The plaintiff claims that the letter notifying him of his dismissal contained nebulous and unsubstantiated accusations against him and instructed fellow AIADMK cadres to avoid all contact with him.
The petitioner claims that word of his expulsion spread widely throughout Tamil Nadu, including in all news outlets, publications, online media, etc.
He claimed that the responders had damaged his reputation by doing so with the purpose to commit a crime. So, in accordance with Sections 499 and 500 of the IPC, he filed a private complaint against them for the offence of defamation.
The expulsion notification given to the petitioner was a normal one, according to the respondents, and was required to maintain party discipline.

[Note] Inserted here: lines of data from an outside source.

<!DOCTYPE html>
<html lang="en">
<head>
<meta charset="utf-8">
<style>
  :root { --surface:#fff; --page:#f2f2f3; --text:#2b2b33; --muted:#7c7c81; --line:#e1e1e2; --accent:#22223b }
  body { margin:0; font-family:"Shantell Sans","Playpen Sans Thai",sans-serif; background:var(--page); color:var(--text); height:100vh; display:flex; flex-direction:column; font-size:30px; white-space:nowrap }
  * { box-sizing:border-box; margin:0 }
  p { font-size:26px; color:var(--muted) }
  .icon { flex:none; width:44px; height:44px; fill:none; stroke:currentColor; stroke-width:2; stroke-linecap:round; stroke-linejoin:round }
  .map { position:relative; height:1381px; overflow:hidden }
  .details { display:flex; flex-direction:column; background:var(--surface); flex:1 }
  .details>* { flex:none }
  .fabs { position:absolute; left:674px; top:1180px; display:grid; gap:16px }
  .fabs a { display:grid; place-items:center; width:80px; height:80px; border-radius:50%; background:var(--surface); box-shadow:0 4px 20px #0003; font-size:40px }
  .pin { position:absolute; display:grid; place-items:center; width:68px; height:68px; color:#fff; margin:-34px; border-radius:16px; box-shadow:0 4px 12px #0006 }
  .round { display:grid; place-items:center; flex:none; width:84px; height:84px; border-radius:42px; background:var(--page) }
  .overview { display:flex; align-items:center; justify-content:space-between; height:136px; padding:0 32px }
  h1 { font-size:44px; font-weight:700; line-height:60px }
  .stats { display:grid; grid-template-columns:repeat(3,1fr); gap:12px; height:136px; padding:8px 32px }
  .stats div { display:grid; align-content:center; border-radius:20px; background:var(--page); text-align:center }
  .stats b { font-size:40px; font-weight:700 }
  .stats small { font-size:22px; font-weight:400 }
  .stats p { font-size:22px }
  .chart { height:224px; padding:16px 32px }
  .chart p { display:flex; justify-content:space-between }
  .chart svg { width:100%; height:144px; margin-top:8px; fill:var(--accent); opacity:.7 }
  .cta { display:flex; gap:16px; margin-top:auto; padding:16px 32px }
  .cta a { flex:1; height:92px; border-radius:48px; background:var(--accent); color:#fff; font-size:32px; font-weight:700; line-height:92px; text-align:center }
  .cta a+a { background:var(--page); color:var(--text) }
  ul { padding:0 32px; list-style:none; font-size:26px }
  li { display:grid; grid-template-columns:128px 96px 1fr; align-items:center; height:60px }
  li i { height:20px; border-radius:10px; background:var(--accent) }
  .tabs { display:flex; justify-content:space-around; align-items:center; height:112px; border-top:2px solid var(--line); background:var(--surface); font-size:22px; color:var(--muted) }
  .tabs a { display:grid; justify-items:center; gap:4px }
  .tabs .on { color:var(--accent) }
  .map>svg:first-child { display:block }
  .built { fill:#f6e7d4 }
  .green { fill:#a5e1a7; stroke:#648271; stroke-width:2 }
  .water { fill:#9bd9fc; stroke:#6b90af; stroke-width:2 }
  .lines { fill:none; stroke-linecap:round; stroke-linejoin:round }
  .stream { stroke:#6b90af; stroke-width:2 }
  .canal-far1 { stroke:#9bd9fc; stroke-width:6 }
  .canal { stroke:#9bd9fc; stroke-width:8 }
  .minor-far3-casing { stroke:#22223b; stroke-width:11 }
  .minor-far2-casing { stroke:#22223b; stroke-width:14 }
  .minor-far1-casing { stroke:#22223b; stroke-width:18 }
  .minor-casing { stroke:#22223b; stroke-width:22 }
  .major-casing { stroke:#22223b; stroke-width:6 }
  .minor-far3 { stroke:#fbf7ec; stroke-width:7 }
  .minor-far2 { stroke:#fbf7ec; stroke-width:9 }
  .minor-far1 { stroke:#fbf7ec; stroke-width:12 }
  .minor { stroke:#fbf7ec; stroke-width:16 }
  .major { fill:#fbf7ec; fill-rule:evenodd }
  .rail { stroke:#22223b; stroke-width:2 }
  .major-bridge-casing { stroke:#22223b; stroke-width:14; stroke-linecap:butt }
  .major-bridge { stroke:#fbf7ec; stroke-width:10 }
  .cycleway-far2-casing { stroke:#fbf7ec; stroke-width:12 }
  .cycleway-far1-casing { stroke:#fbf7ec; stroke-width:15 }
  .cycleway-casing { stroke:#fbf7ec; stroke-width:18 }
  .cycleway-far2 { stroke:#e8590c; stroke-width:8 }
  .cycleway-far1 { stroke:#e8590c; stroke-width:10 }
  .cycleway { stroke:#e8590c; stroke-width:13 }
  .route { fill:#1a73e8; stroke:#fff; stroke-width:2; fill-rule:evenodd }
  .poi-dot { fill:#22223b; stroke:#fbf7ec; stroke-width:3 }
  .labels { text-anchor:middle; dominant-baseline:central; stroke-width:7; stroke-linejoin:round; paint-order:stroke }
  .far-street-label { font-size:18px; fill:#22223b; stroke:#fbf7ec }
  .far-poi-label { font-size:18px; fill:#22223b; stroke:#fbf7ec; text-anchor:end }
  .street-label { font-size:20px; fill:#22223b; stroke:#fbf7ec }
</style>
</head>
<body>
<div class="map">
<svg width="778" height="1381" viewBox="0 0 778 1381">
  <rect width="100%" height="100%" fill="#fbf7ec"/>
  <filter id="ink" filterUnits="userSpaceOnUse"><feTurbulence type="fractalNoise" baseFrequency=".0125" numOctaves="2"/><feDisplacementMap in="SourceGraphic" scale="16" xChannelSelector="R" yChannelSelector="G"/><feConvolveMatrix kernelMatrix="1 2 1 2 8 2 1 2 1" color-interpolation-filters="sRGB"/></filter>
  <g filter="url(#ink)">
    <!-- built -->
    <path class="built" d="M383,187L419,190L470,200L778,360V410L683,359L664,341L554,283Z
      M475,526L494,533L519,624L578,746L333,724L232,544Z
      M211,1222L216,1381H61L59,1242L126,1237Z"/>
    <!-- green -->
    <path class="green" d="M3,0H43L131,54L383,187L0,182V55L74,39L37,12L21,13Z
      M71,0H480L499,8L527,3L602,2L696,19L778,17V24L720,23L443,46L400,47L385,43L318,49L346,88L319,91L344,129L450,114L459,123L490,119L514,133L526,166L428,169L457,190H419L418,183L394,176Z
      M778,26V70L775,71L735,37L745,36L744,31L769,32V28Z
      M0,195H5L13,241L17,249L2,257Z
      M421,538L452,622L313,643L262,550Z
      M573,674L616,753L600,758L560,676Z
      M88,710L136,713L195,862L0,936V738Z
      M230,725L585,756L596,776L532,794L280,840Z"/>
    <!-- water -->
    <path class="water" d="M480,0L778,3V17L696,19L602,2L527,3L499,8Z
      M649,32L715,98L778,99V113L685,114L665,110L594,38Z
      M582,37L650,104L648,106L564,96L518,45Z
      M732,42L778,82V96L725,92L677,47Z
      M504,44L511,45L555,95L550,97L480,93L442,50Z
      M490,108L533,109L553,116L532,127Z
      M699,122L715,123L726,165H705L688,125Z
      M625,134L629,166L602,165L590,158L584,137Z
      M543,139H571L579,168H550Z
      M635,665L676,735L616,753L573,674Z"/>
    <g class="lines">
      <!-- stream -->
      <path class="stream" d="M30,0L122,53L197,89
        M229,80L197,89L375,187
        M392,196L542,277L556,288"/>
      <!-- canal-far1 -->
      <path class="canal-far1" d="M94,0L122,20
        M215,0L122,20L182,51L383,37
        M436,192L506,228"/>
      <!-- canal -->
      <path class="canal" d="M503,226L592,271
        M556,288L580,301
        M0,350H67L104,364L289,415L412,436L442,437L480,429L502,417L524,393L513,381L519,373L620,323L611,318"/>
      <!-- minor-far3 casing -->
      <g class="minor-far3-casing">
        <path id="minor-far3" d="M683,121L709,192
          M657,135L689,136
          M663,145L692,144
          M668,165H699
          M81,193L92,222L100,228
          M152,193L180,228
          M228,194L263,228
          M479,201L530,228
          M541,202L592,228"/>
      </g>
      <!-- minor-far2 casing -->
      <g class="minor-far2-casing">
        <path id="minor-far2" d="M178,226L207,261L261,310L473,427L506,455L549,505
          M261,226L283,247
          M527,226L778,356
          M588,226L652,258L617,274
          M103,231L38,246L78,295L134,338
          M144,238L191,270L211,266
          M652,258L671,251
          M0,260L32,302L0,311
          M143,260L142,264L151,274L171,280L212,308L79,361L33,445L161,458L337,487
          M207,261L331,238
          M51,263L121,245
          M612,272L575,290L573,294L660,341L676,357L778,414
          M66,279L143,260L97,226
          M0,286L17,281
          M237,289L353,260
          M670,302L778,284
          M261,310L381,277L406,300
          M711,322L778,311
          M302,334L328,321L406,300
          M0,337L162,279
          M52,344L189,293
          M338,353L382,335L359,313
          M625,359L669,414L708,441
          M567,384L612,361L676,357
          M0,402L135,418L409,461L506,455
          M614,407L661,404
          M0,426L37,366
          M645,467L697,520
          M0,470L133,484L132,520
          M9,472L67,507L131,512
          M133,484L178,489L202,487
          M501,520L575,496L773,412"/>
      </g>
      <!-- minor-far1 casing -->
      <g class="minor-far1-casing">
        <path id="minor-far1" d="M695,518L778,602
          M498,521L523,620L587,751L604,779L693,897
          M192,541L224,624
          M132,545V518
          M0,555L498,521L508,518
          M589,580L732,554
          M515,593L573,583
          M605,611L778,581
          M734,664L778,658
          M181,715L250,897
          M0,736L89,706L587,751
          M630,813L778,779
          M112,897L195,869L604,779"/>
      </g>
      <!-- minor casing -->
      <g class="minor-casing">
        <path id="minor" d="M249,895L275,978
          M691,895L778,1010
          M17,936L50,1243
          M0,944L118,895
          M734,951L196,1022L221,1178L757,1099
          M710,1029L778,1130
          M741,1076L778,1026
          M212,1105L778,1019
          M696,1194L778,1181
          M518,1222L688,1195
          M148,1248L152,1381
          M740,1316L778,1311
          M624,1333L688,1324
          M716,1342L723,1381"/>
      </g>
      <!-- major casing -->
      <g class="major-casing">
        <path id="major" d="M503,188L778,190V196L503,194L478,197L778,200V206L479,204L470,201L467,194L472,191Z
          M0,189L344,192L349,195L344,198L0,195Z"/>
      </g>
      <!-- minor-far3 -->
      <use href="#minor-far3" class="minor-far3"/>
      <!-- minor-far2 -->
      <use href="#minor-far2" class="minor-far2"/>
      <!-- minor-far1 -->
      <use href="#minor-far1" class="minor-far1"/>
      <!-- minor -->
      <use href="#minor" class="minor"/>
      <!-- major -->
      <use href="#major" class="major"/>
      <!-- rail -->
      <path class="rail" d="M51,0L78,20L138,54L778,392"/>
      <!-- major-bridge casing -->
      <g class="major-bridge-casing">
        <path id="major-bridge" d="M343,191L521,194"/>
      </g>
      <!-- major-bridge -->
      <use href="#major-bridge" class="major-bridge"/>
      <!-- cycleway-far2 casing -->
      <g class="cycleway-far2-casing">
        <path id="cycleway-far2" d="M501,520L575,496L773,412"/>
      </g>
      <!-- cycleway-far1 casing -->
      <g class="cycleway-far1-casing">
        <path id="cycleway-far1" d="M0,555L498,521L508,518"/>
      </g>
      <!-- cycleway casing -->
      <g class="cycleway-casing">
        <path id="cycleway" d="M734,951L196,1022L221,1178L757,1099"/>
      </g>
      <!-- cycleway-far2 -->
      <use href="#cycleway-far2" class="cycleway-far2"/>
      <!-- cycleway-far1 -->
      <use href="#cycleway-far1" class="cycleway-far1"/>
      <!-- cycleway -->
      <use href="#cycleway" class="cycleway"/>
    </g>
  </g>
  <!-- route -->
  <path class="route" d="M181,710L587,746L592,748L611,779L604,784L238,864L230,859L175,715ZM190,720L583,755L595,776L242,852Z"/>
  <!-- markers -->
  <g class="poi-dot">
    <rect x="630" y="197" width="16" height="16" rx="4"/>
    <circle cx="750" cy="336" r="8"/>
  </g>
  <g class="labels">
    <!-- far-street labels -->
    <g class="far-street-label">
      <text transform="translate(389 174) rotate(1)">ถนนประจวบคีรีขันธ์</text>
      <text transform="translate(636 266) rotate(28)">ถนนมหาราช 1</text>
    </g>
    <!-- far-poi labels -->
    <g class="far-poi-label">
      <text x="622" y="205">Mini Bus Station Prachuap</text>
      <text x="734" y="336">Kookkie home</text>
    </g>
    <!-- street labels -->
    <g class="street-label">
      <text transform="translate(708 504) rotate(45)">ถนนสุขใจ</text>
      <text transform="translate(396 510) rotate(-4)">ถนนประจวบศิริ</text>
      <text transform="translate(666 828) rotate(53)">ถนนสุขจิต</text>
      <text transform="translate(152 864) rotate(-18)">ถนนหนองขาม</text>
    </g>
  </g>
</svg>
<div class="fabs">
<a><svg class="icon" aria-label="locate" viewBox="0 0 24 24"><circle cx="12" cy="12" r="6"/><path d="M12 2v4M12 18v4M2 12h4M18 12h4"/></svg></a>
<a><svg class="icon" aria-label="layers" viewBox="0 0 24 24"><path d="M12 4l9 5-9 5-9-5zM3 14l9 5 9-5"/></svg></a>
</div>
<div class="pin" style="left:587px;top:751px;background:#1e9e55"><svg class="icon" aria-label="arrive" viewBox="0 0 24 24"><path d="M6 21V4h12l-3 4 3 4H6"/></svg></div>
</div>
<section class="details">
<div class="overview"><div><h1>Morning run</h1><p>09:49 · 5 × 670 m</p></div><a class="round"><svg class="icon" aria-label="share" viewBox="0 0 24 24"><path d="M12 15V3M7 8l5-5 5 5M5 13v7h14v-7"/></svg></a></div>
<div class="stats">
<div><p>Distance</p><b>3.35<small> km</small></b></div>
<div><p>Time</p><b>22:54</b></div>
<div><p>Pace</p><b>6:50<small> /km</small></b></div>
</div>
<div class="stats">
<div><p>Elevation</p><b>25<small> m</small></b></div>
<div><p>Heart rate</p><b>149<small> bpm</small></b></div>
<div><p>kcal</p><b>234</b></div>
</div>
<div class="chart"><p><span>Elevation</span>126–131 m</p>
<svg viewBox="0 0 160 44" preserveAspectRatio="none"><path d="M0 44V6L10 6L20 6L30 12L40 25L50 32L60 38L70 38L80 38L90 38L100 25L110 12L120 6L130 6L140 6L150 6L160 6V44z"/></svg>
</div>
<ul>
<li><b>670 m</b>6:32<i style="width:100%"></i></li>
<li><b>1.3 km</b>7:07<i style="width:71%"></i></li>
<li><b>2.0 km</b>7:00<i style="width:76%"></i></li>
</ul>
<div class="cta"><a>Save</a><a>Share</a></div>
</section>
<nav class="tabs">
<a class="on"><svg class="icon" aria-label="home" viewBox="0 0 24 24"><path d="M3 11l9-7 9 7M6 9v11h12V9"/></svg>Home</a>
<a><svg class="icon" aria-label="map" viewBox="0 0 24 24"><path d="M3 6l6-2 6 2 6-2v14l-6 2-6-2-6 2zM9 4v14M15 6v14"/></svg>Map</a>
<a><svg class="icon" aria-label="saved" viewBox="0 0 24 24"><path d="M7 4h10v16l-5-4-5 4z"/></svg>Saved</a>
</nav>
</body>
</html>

The respondents added that it was important to inform both the party cadres and the broader public of the decision to expel the petitioner from the party because he was publicly speaking on behalf of the party as an official spokesperson.
The Madras High Court had noted in its ruling that the petitioner’s main complaint was about the way he had been ejected, and that this could not be resolved through a defamation lawsuit.
It had additionally argued that the expulsion letter did not imply that other party cadres were not permitted to contact the petitioner.
The Madras High Court had invalidated the defamation charges in light of the fact that expulsion letters were delivered in a customary style and that disciplinary decisions were typically conveyed to party members through the media.